- **Your goal**: Pick out all lines with the word "direction" from the records that follow.

+++ Entries shown +++

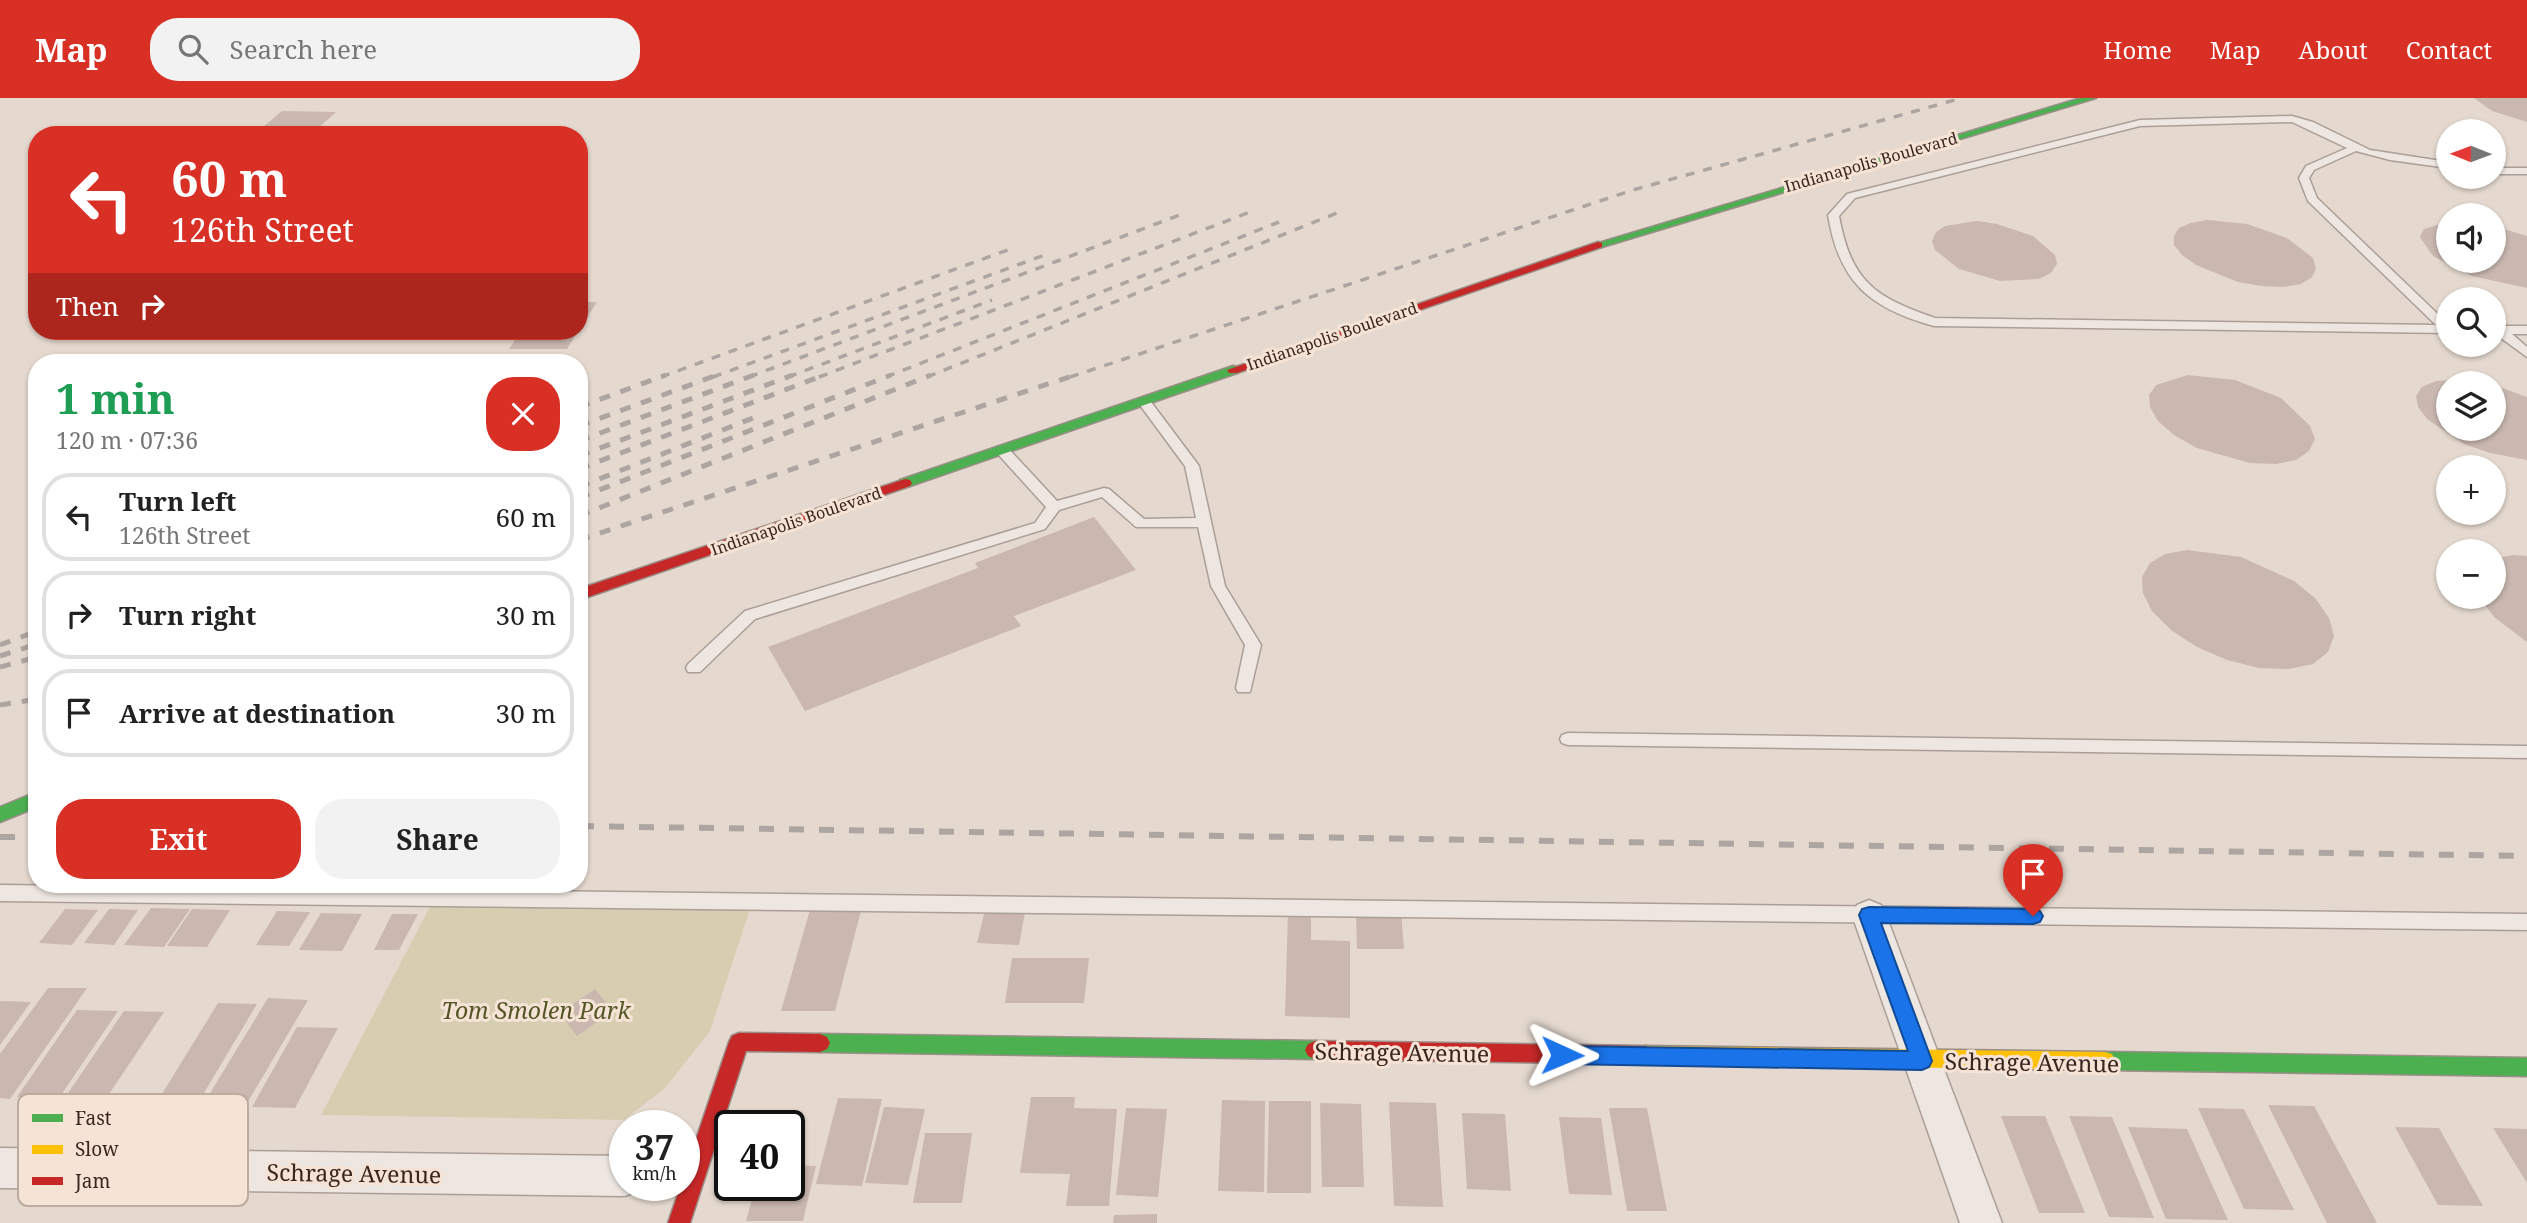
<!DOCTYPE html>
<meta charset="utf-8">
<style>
:root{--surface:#fff;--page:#f2f2f2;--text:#222;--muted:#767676;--line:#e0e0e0;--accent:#d93025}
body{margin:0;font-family:"Noto Serif",serif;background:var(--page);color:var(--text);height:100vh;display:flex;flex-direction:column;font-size:26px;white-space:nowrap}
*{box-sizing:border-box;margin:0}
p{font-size:23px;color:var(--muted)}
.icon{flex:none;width:38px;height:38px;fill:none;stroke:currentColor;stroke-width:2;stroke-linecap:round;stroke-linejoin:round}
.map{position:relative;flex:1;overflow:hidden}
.drawer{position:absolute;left:28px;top:256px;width:560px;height:539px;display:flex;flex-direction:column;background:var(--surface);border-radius:28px;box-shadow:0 2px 5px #0004}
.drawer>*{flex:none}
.hud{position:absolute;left:28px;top:28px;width:560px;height:214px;border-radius:28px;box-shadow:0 2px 5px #0004;background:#d93025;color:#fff;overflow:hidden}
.needle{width:46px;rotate:271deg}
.fabs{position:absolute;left:2436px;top:21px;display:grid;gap:14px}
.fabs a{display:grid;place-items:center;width:70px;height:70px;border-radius:50%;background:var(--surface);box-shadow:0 2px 5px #0004;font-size:35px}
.speed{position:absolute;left:609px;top:1012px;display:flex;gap:14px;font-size:35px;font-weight:700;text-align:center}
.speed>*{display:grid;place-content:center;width:91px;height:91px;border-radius:50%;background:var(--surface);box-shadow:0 2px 5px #0004;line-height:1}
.speed small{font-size:18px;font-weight:400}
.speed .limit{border:4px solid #111;border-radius:10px;background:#fff;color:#111}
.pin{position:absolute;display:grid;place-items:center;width:60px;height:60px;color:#fff;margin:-72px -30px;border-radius:50% 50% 50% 0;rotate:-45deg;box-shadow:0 0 7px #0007}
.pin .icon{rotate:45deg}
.me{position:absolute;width:77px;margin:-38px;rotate:91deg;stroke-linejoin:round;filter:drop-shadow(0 0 5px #0008)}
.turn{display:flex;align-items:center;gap:24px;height:147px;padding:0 28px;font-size:32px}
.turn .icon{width:91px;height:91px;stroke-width:2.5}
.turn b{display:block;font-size:49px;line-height:60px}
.then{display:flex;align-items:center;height:66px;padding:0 28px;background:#0003;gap:14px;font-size:26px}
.round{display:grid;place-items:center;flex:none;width:74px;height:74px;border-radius:28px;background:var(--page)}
.overview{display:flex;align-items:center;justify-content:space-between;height:119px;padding:0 28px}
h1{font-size:42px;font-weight:700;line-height:52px;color:#1e9e55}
.primary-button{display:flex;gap:14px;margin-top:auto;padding:14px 28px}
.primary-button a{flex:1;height:80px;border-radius:28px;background:var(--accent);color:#fff;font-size:28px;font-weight:700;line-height:80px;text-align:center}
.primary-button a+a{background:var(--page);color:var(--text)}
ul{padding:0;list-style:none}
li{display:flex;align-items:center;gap:21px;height:88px;margin:0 14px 10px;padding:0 14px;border:4px solid var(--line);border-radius:28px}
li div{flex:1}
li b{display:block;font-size:26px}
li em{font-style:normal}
header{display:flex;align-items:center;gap:42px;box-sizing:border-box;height:98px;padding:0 35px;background:var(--accent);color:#fff}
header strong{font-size:33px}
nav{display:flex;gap:38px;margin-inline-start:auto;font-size:24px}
.search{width:490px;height:63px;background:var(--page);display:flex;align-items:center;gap:18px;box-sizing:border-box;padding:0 24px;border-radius:28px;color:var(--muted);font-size:26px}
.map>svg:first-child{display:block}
.green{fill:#d7ceb2}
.building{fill:#c9b7b0}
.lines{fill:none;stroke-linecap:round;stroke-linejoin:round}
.lane-casing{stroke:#aa9f98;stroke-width:3}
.street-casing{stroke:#aa9f98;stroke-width:3}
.fast-casing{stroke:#9a8e88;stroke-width:3}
.slow-casing{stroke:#9a8e88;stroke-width:3}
.jam-casing{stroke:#9a8e88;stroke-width:3}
.lane{fill:#eee6e0;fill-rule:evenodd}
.street{fill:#eee6e0;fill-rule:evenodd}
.fast{fill:#4caf50;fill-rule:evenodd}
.slow{fill:#ffc107;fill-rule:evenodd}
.jam{fill:#c62828;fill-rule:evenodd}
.rail-far2{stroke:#ada5a1;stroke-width:3.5;stroke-dasharray:9 9;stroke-linecap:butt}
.rail-far1{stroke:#ada5a1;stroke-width:5;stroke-dasharray:11 11;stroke-linecap:butt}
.rail{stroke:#ada5a1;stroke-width:6;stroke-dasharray:15 15;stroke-linecap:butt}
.route{fill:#1a73e8;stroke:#114b97;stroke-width:2}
.labels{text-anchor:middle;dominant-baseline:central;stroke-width:6;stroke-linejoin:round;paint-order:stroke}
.far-street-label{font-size:16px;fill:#3a251f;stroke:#f5e4d6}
.near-park-label{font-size:23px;font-style:italic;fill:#565526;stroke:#f5e4d6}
.near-street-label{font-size:23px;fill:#3a251f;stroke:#f5e4d6}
.key{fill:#f5e4d6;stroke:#bdab9f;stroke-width:2}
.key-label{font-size:19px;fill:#3a251f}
</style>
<header>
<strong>Map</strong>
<div class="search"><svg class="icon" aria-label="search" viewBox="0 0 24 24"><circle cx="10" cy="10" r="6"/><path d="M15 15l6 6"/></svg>Search here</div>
<nav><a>Home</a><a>Map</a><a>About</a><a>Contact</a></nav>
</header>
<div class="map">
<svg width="2527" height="1125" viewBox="0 0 2527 1125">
<rect width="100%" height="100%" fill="#e5d9cf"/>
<polygon class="green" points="434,801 752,805 710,933 665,990 624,1022 321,1017"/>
<g class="building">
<polygon points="2474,0 2527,0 2527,24 2492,13"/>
<polygon points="282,13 336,14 317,31 262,30"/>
<polygon points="2207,122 2247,126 2287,140 2313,160 2316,171 2312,179 2301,186 2283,189 2261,188 2238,184 2196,167 2182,157 2174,147 2174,138 2179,130 2191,125"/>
<polygon points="1977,123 1997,126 2033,138 2055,157 2057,166 2051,175 2039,181 2000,183 1959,171 1935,152 1932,143 1936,134 1945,128"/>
<polygon points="2448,124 2448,163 2494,163 2494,128 2527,138 2527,190 2472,178 2433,158 2420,139 2424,131"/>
<polygon points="579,204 597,204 579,232"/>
<polygon points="521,233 578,233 567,251 509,251"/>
<polygon points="2188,277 2235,282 2281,300 2310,328 2315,341 2309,353 2296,362 2276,366 2250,365 2197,350 2174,337 2158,323 2150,309 2149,297 2156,287"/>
<polygon points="2456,282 2474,285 2448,285 2448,331 2494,331 2494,287 2527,299 2527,362 2490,355 2464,346 2427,321 2418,309 2416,298 2422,289 2436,283"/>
<polygon points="1094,419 1136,472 1014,518 1021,528 805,613 768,549 978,470 975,465"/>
<polygon points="2187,452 2241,459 2294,483 2315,500 2329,520 2334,538 2328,554 2313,566 2289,571 2259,570 2227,562 2197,549 2171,532 2152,513 2143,495 2142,479 2150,465 2165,456"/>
<polygon points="2513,457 2527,458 2527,544 2494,519 2479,499 2494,499 2494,461"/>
<polygon points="813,801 864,801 835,913 781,913"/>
<polygon points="986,808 1026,809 1019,847 977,845"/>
<polygon points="151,810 190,811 164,849 124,847"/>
<polygon points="65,811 98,812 72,847 39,845"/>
<polygon points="109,811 138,812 114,847 84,845"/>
<polygon points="192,811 230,812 207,849 167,848"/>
<polygon points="277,813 310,814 289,848 256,847"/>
<polygon points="1356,813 1401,813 1404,851 1357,851"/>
<polygon points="1288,814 1311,814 1311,842 1350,843 1350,920 1285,918"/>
<polygon points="321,815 362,816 342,853 299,852"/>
<polygon points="392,816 418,816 399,852 374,852"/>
<polygon points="1012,860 1089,860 1084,905 1005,905"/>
<polygon points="48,890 87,890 10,1001 0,1000 0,956"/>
<polygon points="595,891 613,913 577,938 560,915"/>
<polygon points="268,900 308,902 246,1007 204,1005"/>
<polygon points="0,903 31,904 0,947"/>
<polygon points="218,905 257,906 198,1005 157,1004"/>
<polygon points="77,912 118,913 59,1000 17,999"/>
<polygon points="124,913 164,914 105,1002 64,1001"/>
<polygon points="297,929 338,930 295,1010 252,1009"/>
<polygon points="1031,999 1075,999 1074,1010 1117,1011 1109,1108 1066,1108 1070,1076 1020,1075"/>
<polygon points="838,1000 882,1001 862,1088 816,1086"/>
<polygon points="1222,1002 1265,1003 1264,1094 1218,1093"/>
<polygon points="1269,1003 1311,1003 1311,1095 1267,1095"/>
<polygon points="1389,1004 1436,1005 1443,1109 1394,1108"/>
<polygon points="1320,1005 1361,1006 1364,1089 1322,1089"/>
<polygon points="2268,1007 2314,1008 2377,1125 2327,1125"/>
<polygon points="884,1009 925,1011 908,1087 865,1085"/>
<polygon points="1126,1010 1167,1011 1158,1099 1116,1097"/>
<polygon points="1609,1010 1647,1010 1667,1113 1627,1113"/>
<polygon points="2198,1010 2244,1011 2294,1112 2244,1111"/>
<polygon points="1462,1015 1505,1016 1511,1093 1467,1091"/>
<polygon points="2001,1018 2045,1018 2085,1115 2039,1115"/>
<polygon points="2069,1018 2112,1019 2154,1120 2109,1119"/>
<polygon points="1559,1019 1601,1020 1612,1097 1569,1096"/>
<polygon points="2128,1029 2187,1031 2228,1122 2166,1121"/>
<polygon points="2395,1029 2439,1030 2483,1108 2438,1107"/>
<polygon points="2493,1030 2527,1031 2527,1085"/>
<polygon points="925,1035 972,1035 962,1105 913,1105"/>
<polygon points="789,1067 816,1068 803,1123 746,1123 756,1087 789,1087"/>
<polygon points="1157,1116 1157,1125 1113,1125 1114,1117"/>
</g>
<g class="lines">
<defs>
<g id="lane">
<path d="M2292,18l21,6 57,28 78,12v6l-58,-8 -34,-9 -42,19 -5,8 8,20 131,126v9l-514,-7c-65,-18 -95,-44 -106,-111l19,-21 293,-74zM2292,24l55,26 -41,18 -7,12 9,23 128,124 -501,-7c-61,-21 -84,-37 -96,-102l16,-18 285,-72z"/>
<rect x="2494" y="70" width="33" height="6"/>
<polygon points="2527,228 2527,236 2512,236 2527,249 2527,259 2494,235 2494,229 2498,228"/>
<polygon points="1143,299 1148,300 1199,368 1225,488 1261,547 1250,594 1238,594 1236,590 1245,547 1211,488 1198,429 1136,429 1102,399 1059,412 1045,431 755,521 700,574 688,574 686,570 688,566 745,513 1035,425 1046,409 997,355 995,352 997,349 1007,349 1057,403 1104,390 1109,391 1144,421 1196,420 1185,368 1137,303"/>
<polygon points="1568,635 2527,648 2527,660 1568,647 1562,645 1560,641 1562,637"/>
<polygon points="0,787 2527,816 2527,832 0,803"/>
</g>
<g id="street">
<polygon points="1869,802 1881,807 1886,817 2002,1125 1960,1125 1852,817 1857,807"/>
<polygon points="0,1050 625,1058 625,1087 641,1087 639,1092 625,1098 0,1090"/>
</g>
<g id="fast">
<polygon points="2081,0 2096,0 1602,149 1592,147"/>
<polygon points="1233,268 1237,269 1237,275 910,388 900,388 898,385 900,382"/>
<polygon points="37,694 37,709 0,724 0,709"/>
<polygon points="820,936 1315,943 1322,946 1325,952 1322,958 1315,961 820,954 813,951 810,945 813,939"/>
<polygon points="2105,954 2527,960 2527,978 2105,972 2098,970 2095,963 2098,956"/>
</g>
<polygon id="slow" points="1645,948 2105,954 2112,956 2115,963 2112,970 2105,972 1645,966 1638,963 1635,957 1638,951"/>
<g id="jam">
<polygon points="1598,144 1602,145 1602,149 1237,275 1229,275 1227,272"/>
<polygon points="905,381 910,382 912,385 910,388 579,502 579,491"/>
<polygon points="739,935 820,936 827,939 830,945 827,951 820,954 746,953 690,1125 668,1125 681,1087 684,1087 684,1077 729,944 732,938"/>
<polygon points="1315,943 1645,948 1652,951 1655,957 1652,963 1645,966 1315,961 1308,958 1305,952 1308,946"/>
</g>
</defs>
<use href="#lane" class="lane-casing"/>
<use href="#street" class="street-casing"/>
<use href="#fast" class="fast-casing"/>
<use href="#slow" class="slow-casing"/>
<use href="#jam" class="jam-casing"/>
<use href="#lane" class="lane"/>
<use href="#street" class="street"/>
<use href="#fast" class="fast"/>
<use href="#slow" class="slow"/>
<use href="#jam" class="jam"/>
<g class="rail-far2">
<polyline points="661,279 1013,150"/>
<polyline points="713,279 1050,155"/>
<polyline points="749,279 1185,115"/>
<polyline points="788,279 992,202"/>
<polyline points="819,279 1250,114"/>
<polyline points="886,279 1279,124"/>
<polyline points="927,279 1342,113"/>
<polyline points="1070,279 1633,92 1962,0"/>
</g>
<g class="rail-far1">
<polyline points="579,309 666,277"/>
<polyline points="579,328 717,277"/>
<polyline points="579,343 754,277"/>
<polyline points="579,358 793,277"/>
<polyline points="579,371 824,277"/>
<polyline points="579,389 758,318"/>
<polyline points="579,400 891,277"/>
<polyline points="579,418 931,277"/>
<polyline points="579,442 1075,277"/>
<polyline points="0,547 37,533"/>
<polyline points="0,558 37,546"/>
<polyline points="0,569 37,559"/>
<polyline points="0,607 37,601"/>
</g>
<g class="rail">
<polyline points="579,728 2527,758"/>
<polyline points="0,739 37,739"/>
</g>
</g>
<polygon class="route" points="1869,809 2033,811 2040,813 2043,818 2040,824 2033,826 1881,825 1932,963 1929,969 1922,972 1562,966 1555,963 1552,957 1555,950 1562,948 1908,953 1859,817 1862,811"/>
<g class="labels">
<g class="far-street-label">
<text transform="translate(1871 64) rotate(-16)">Indianapolis Boulevard</text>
<text transform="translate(1332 238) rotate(-19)">Indianapolis Boulevard</text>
<text transform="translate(796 423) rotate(-19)">Indianapolis Boulevard</text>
</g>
<g class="near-park-label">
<text x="536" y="912">Tom Smolen Park</text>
</g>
<g class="near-street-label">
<text transform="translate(1402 954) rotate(1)">Schrage Avenue</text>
<text transform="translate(2032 964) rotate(1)">Schrage Avenue</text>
<text transform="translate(354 1075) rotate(1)">Schrage Avenue</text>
</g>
</g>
<rect x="18" y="996" width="230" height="112" rx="10" class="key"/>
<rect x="32" y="1016" width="31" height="8" fill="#4caf50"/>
<rect x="32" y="1047" width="31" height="9" fill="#ffc107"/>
<rect x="32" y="1079" width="31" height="8" fill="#c62828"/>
<g class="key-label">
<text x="75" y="1027">Fast</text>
<text x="75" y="1058">Slow</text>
<text x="75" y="1090">Jam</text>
</g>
</svg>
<div class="fabs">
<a><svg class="needle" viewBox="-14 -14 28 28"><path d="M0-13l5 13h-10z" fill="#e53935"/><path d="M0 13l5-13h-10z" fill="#767676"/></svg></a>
<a><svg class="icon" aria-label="sound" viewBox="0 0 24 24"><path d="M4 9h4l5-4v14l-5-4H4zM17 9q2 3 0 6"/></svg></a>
<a><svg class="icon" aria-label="search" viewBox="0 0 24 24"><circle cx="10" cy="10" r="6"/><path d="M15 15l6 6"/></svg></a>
<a><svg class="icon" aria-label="layers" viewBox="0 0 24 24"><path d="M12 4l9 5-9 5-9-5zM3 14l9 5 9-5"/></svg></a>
<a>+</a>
<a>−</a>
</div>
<div class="speed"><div>37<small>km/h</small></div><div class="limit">40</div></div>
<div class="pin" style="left:2033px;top:818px;background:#d93025"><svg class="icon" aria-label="arrive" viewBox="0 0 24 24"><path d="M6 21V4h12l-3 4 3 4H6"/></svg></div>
<svg class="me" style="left:1562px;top:957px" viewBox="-20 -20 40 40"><path d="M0-17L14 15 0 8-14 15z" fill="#1a73e8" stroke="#fff" stroke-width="4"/></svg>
<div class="hud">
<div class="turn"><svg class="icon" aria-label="left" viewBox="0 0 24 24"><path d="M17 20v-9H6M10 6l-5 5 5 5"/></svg><div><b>60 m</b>126th Street</div></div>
<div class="then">Then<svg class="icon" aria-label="right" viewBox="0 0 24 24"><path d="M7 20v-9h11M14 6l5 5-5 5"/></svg></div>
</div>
<section class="drawer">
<div class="overview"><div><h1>1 min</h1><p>120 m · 07:36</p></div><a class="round" style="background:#d93025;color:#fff"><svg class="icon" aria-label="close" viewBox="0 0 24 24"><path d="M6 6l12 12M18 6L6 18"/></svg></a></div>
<ul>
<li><svg class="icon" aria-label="left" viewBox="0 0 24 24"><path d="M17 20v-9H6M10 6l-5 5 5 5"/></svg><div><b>Turn left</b><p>126th Street</p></div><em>60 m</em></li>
<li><svg class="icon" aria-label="right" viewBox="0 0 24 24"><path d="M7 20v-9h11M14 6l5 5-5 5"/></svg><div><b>Turn right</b></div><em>30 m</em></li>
<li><svg class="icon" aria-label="arrive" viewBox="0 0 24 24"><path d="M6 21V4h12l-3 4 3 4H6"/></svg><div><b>Arrive at destination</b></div><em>30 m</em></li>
</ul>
<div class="primary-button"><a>Exit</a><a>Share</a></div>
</section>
</div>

+++

- **Your response**:
body{margin:0;font-family:"Noto Serif",serif;background:var(--page);color:var(--text);height:100vh;display:flex;flex-direction:column;font-size:26px;white-space:nowrap}
.drawer{position:absolute;left:28px;top:256px;width:560px;height:539px;display:flex;flex-direction:column;background:var(--surface);border-radius:28px;box-shadow:0 2px 5px #0004}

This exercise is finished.